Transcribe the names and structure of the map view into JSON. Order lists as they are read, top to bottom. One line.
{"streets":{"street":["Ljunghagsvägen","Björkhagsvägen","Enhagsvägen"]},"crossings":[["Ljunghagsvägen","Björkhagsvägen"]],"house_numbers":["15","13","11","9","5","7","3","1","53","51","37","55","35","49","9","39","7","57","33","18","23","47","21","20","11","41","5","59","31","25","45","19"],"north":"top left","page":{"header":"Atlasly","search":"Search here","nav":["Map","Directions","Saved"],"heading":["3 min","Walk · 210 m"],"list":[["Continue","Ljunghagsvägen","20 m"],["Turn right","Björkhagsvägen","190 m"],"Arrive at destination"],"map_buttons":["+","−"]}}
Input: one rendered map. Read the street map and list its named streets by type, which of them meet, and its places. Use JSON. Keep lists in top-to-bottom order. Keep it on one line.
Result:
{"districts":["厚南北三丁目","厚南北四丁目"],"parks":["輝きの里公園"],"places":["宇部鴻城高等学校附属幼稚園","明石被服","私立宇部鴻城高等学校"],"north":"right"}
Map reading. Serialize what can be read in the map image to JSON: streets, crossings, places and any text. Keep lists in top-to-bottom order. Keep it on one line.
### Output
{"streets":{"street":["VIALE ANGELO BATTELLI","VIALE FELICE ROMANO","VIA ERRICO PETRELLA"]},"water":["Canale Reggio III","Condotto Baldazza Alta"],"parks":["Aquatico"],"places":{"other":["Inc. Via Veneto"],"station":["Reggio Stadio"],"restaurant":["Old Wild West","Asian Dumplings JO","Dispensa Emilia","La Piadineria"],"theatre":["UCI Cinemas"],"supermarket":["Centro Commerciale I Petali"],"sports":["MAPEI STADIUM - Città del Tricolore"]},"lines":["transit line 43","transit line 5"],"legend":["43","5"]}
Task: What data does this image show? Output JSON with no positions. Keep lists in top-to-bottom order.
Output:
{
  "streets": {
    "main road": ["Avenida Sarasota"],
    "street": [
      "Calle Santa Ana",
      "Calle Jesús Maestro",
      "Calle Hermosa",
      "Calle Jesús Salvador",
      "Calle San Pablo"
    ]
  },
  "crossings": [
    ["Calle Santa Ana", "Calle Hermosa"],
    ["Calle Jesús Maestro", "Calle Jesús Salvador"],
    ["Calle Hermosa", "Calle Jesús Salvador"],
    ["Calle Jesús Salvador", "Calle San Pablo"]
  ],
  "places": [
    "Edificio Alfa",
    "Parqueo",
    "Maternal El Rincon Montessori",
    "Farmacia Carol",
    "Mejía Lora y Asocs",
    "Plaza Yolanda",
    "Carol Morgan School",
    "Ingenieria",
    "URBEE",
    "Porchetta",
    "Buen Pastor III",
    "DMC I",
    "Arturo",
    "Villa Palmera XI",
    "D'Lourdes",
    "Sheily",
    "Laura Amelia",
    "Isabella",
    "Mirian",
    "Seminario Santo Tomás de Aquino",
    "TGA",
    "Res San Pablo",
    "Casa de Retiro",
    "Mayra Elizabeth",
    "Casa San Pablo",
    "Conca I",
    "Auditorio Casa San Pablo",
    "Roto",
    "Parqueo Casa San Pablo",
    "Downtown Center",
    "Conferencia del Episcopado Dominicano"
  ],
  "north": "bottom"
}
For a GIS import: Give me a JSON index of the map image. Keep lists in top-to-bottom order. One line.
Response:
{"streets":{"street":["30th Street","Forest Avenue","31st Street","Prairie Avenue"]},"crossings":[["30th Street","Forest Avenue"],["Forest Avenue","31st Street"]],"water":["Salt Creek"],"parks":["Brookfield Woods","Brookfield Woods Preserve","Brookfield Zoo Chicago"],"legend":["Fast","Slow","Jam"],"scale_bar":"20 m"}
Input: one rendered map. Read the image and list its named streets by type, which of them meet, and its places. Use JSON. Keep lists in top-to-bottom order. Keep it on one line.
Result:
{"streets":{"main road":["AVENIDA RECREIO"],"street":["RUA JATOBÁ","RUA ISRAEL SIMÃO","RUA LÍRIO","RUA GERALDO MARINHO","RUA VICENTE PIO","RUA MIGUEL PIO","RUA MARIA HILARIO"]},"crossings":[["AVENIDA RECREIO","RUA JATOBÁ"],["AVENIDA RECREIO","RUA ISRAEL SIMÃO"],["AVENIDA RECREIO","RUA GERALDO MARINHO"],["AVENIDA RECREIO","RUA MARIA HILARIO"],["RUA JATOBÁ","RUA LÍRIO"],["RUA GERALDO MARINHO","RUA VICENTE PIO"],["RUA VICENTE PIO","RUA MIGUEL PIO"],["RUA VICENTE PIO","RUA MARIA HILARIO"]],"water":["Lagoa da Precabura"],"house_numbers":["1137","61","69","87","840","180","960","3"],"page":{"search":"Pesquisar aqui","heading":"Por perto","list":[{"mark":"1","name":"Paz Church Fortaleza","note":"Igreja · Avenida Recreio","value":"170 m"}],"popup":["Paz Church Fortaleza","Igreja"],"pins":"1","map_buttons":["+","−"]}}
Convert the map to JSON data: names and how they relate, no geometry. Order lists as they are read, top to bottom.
◆ ◆ ◆
• _Assignment_:
Using the listing above, return all lines where the word "meet" occurs.

• _Answer to this task_:
Input: one rendered map. Read the street map and list its named streets by type, which of them meet, and its places. Use JSON. Keep lists in top-to-bottom order. Keep it on one line.
Input: one rendered map. Read the image and list its named streets by type, which of them meet, and its places. Use JSON. Keep lists in top-to-bottom order. Keep it on one line.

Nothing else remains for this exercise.